# [What to do]
Pictures stay out of the output. Return exactly the lines below from the one with "I need the bounding" down to the one with "Annotate this street", both included, and nothing more.

Saved entries
****

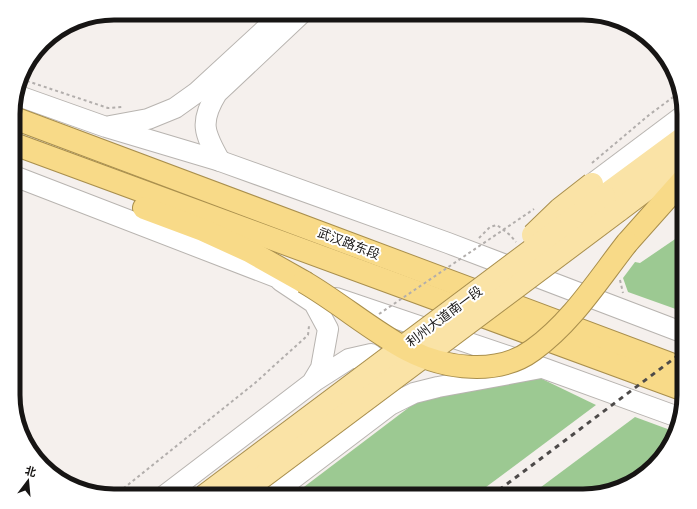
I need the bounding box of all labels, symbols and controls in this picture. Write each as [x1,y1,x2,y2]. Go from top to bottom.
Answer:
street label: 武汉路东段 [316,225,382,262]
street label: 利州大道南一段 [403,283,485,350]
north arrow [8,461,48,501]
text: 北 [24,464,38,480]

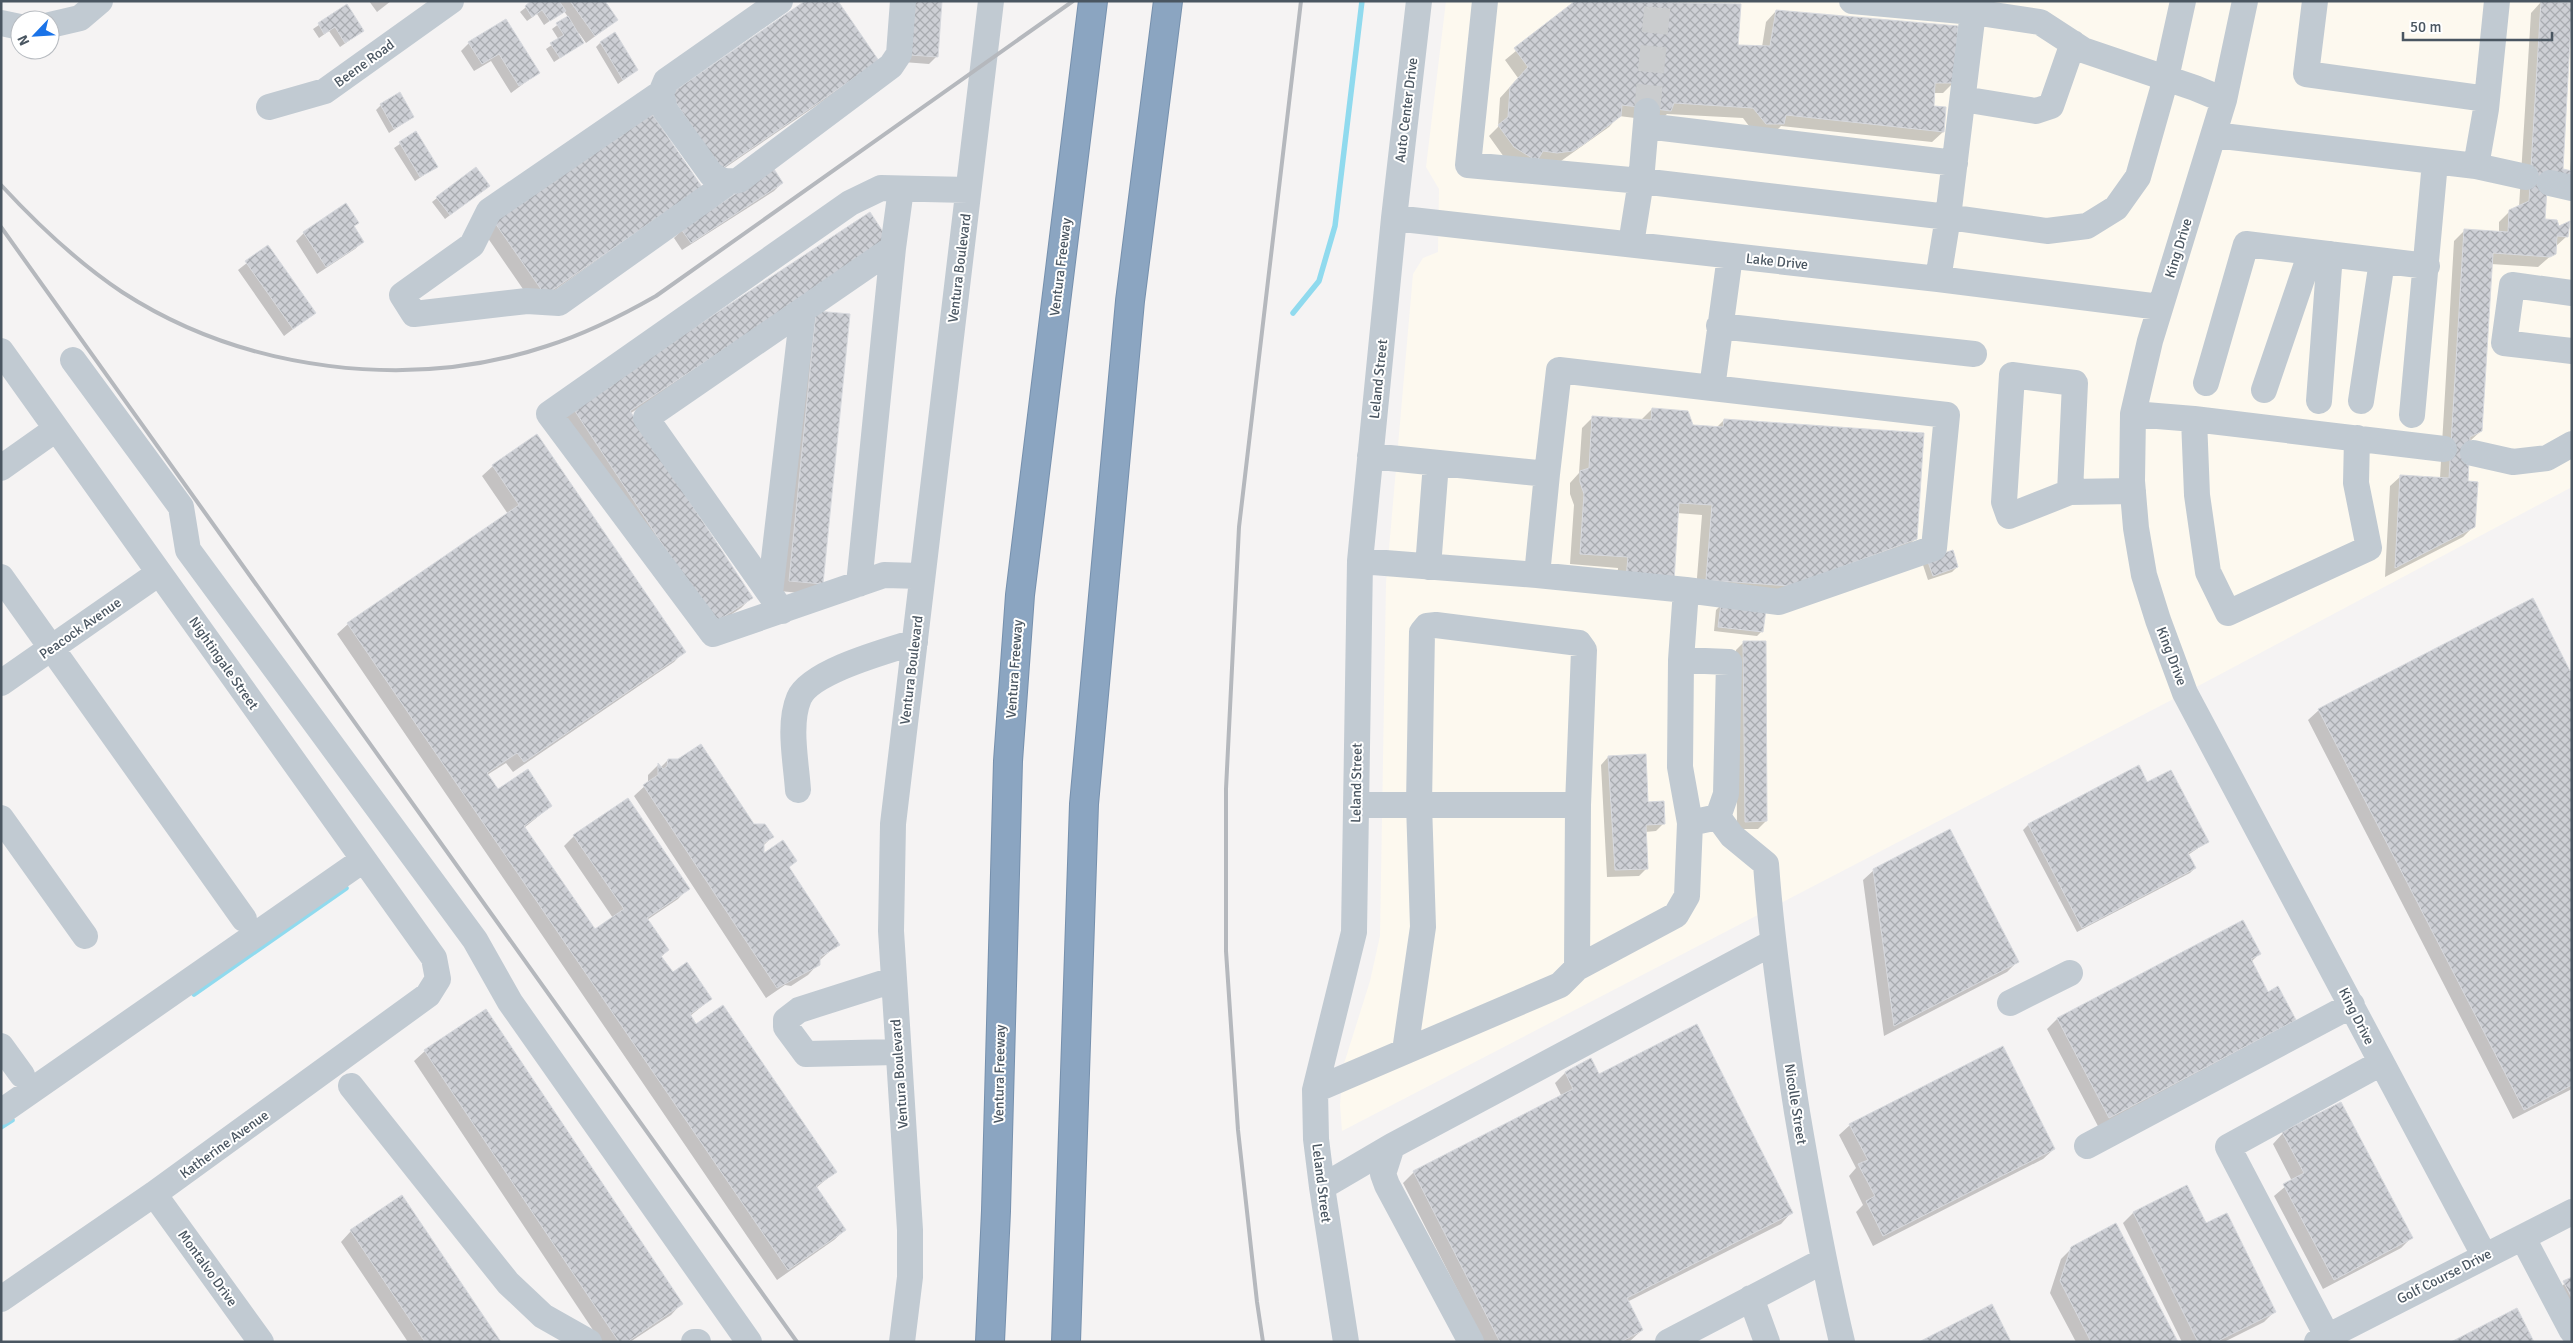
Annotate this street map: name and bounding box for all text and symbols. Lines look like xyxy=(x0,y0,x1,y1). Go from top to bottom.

****

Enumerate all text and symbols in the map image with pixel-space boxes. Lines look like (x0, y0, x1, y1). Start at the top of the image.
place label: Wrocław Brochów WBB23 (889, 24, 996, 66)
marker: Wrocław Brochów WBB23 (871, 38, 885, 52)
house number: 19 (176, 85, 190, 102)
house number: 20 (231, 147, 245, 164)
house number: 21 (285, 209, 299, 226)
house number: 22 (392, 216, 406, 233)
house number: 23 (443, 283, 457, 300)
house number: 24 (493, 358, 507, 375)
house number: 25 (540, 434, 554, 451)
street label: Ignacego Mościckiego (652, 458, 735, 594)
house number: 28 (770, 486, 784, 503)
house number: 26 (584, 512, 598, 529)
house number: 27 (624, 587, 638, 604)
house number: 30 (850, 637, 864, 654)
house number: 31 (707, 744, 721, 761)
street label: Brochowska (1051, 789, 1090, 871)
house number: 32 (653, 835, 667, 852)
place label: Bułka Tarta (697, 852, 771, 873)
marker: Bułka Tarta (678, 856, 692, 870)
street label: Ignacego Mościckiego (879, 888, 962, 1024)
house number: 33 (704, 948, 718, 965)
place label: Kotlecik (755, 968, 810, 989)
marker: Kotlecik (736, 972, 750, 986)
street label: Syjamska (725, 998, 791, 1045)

****

# [Answer to this task]
I need the bounding box of all labels, symbols and controls in this picture. Write each as [x1,y1,x2,y2]. Go from top to bottom.
Answer:
street label: 武汉路东段 [316,225,382,262]
street label: 利州大道南一段 [403,283,485,350]
north arrow [8,461,48,501]
text: 北 [24,464,38,480]

Annotate this street map: name and bounding box for all text and symbols. Lines look like xyxy=(x0,y0,x1,y1). Go from top to bottom.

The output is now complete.